Work instructions. From the records below, extract only the lines running from the line with "69A42 42 0 0" to the line with "4h4l2 5-3 2q2", both lines included, reproducing them exactly.

Given data.
+---+

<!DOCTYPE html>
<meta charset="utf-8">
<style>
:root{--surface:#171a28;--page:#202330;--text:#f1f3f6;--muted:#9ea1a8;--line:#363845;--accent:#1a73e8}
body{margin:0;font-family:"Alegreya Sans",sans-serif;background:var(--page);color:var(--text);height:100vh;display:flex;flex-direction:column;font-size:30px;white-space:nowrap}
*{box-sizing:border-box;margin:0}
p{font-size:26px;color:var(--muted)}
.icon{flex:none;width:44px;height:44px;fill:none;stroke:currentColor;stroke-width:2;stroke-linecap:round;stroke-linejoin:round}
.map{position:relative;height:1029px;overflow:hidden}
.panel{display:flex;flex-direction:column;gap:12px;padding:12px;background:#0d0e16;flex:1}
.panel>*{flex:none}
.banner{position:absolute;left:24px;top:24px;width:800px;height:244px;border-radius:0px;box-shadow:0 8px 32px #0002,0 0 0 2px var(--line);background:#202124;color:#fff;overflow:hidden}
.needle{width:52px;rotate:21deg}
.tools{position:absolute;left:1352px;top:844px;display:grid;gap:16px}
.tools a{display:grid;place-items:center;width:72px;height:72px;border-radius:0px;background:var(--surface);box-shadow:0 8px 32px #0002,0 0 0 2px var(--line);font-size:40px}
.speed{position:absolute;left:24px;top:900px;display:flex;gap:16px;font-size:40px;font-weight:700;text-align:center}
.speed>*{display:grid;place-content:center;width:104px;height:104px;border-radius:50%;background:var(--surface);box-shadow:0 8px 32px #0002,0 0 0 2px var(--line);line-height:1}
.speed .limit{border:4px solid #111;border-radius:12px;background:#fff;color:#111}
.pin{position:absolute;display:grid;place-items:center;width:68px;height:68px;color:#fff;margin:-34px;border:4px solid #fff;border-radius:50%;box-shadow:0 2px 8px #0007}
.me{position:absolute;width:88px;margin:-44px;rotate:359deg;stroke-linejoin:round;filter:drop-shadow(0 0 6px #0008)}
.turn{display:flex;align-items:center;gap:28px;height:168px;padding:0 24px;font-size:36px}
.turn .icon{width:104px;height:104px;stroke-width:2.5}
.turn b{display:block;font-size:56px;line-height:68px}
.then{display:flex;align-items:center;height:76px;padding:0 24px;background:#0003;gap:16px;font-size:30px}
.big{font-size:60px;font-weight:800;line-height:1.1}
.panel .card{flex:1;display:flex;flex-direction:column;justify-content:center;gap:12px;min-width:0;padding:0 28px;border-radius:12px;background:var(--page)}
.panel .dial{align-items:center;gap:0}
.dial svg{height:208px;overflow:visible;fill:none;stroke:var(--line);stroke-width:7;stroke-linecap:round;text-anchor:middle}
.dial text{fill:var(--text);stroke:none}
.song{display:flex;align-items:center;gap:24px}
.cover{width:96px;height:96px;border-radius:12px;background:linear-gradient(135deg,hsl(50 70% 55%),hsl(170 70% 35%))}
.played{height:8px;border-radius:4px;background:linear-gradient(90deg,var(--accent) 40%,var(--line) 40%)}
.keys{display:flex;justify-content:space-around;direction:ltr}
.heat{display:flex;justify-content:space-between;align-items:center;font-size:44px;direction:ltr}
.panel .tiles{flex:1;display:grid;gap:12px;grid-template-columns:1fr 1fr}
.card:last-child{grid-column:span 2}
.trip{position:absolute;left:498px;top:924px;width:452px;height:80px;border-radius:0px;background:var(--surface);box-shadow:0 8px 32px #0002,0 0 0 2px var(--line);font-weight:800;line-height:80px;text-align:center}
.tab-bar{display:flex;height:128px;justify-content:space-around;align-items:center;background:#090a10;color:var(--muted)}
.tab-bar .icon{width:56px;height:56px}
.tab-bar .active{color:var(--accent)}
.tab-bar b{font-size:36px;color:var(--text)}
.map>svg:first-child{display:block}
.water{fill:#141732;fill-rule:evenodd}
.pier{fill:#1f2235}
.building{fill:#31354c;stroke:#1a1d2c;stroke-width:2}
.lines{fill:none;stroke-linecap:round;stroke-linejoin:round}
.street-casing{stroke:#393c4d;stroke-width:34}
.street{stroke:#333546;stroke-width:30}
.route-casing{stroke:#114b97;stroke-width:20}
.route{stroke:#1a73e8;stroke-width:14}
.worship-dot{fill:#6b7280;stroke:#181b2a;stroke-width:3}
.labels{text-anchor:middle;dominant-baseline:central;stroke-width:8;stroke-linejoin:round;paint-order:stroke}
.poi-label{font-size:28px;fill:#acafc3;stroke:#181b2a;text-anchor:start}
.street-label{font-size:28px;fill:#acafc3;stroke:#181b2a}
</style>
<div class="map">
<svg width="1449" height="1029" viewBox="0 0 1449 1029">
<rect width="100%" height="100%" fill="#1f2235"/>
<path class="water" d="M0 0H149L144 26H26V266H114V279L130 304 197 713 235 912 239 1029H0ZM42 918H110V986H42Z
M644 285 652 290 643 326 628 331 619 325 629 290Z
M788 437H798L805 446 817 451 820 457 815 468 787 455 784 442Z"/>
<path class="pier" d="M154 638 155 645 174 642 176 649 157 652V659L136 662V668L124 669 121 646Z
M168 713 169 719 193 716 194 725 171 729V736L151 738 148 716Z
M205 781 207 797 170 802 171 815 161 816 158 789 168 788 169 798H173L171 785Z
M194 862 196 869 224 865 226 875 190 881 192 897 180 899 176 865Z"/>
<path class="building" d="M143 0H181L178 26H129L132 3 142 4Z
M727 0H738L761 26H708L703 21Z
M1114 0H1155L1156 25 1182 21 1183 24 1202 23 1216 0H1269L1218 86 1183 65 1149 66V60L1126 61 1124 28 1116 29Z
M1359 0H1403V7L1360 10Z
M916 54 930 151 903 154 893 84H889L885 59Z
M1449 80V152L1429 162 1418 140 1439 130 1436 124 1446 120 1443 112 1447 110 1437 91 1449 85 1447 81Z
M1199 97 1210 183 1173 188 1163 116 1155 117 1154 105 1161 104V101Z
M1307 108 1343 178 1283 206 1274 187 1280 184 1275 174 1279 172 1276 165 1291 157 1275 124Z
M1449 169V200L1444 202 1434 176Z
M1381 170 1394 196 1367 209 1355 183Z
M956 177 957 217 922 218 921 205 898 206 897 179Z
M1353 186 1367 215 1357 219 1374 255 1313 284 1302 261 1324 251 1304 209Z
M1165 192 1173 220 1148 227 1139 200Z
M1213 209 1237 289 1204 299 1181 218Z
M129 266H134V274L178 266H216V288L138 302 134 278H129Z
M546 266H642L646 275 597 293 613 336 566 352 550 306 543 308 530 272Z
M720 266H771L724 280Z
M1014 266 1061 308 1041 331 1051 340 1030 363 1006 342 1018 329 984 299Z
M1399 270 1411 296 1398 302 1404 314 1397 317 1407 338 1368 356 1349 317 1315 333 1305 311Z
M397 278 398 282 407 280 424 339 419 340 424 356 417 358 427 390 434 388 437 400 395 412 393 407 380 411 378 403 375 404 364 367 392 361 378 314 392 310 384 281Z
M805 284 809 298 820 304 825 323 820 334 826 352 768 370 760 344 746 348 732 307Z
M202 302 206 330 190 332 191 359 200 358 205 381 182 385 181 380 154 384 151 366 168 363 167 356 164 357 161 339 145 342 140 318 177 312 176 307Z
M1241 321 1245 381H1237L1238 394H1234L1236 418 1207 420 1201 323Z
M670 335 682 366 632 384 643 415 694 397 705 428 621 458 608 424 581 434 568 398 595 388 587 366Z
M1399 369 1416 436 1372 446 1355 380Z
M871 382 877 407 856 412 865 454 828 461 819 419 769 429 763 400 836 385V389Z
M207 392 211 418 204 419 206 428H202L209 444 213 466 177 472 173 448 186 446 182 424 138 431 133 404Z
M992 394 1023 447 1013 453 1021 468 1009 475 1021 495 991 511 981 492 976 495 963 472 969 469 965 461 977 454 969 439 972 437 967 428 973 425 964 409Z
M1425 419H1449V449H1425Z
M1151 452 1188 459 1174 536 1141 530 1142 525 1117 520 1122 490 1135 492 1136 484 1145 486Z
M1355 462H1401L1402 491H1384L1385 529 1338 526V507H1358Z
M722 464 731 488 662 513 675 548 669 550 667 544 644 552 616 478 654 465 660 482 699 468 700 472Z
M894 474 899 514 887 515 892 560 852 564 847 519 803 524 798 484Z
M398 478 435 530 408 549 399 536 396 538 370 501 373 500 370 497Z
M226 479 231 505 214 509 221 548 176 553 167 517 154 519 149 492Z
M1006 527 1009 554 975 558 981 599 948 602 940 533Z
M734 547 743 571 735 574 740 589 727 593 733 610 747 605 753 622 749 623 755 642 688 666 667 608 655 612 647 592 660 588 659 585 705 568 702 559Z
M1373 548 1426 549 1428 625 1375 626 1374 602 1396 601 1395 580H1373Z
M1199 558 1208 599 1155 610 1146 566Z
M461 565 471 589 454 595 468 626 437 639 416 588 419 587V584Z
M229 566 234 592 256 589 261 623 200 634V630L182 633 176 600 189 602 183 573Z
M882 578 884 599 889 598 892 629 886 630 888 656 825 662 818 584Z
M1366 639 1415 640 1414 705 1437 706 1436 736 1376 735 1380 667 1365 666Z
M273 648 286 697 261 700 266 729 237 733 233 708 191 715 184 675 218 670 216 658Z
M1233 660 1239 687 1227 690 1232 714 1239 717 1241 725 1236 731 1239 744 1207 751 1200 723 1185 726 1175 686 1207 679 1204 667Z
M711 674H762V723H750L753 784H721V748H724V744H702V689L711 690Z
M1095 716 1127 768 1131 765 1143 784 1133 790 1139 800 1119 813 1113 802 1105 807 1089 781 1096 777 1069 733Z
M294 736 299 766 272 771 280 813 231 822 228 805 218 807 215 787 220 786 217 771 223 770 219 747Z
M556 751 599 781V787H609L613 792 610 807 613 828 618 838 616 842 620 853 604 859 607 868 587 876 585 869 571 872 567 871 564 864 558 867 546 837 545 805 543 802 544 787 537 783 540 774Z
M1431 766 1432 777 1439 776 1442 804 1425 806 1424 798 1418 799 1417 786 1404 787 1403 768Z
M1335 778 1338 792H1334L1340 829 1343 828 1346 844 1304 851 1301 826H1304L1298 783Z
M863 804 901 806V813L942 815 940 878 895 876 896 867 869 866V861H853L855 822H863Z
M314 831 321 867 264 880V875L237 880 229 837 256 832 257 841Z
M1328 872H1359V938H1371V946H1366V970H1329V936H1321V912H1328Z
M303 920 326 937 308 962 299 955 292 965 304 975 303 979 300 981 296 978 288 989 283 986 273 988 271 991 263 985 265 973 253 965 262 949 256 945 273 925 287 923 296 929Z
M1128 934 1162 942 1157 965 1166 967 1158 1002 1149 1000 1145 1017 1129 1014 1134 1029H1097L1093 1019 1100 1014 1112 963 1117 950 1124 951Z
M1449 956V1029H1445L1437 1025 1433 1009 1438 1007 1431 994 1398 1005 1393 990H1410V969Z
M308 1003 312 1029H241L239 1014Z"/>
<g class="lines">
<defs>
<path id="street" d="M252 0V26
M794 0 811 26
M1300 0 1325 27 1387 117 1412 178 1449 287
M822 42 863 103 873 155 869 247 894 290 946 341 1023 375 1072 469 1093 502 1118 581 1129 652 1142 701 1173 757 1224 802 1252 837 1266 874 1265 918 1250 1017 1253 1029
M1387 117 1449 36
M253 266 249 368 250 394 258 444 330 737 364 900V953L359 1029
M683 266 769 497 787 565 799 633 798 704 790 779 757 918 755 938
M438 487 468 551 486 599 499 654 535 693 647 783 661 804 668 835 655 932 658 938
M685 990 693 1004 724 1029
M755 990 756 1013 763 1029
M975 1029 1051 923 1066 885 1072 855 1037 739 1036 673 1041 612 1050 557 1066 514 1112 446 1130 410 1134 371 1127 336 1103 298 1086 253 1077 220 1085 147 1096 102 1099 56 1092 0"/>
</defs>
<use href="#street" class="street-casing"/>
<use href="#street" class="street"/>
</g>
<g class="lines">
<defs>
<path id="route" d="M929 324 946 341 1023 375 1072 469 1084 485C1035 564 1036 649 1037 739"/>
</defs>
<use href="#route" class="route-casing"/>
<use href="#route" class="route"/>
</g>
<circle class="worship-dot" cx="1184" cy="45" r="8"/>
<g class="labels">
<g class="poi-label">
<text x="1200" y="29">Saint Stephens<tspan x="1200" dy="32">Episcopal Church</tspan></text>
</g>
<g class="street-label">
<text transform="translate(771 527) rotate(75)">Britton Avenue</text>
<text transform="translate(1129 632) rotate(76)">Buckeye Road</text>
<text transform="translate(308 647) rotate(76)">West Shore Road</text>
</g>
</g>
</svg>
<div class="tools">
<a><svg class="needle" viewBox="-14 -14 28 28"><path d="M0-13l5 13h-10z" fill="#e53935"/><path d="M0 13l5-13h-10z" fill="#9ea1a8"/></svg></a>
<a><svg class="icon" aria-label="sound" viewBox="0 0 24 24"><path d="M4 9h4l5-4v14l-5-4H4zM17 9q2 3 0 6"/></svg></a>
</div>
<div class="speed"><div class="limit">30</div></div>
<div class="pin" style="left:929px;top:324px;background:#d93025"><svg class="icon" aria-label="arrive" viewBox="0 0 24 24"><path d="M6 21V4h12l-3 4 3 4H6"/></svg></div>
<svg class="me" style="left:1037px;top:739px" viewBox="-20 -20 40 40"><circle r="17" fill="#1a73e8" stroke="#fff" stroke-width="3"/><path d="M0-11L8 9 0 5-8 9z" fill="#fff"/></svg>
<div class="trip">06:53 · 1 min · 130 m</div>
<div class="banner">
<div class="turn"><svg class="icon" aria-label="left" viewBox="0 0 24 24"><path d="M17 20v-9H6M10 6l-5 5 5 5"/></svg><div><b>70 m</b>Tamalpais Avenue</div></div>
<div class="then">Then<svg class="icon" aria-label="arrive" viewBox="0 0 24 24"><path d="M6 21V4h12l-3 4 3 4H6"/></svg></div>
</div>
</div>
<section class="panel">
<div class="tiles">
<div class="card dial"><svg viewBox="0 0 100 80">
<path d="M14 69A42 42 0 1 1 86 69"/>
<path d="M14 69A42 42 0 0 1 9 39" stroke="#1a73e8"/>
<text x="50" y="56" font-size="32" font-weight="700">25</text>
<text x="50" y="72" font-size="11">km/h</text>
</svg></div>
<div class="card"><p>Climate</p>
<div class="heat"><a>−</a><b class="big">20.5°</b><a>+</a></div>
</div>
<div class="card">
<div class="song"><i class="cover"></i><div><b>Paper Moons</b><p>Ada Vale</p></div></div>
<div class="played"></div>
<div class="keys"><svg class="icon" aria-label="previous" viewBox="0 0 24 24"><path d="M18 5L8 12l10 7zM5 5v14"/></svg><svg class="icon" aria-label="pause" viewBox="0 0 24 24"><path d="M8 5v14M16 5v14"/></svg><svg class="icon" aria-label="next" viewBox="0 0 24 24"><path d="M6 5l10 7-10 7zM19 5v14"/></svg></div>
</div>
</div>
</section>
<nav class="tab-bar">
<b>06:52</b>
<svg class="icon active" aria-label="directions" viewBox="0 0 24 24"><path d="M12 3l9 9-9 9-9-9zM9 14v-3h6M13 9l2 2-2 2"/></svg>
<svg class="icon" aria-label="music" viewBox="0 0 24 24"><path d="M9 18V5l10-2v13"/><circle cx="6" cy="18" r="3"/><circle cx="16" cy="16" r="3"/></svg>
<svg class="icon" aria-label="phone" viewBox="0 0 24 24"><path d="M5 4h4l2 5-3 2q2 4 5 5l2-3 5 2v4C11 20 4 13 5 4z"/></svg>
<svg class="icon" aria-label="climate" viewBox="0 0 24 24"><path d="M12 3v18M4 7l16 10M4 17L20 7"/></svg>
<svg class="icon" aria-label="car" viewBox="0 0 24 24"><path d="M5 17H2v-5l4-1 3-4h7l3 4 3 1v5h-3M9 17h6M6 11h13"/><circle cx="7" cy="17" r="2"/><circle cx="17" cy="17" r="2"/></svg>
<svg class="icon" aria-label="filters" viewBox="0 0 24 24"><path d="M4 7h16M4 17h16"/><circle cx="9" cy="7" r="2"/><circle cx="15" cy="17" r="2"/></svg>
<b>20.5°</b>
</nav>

+---+

Result.
<path d="M14 69A42 42 0 0 1 9 39" stroke="#1a73e8"/>
<text x="50" y="56" font-size="32" font-weight="700">25</text>
<text x="50" y="72" font-size="11">km/h</text>
</svg></div>
<div class="card"><p>Climate</p>
<div class="heat"><a>−</a><b class="big">20.5°</b><a>+</a></div>
</div>
<div class="card">
<div class="song"><i class="cover"></i><div><b>Paper Moons</b><p>Ada Vale</p></div></div>
<div class="played"></div>
<div class="keys"><svg class="icon" aria-label="previous" viewBox="0 0 24 24"><path d="M18 5L8 12l10 7zM5 5v14"/></svg><svg class="icon" aria-label="pause" viewBox="0 0 24 24"><path d="M8 5v14M16 5v14"/></svg><svg class="icon" aria-label="next" viewBox="0 0 24 24"><path d="M6 5l10 7-10 7zM19 5v14"/></svg></div>
</div>
</div>
</section>
<nav class="tab-bar">
<b>06:52</b>
<svg class="icon active" aria-label="directions" viewBox="0 0 24 24"><path d="M12 3l9 9-9 9-9-9zM9 14v-3h6M13 9l2 2-2 2"/></svg>
<svg class="icon" aria-label="music" viewBox="0 0 24 24"><path d="M9 18V5l10-2v13"/><circle cx="6" cy="18" r="3"/><circle cx="16" cy="16" r="3"/></svg>
<svg class="icon" aria-label="phone" viewBox="0 0 24 24"><path d="M5 4h4l2 5-3 2q2 4 5 5l2-3 5 2v4C11 20 4 13 5 4z"/></svg>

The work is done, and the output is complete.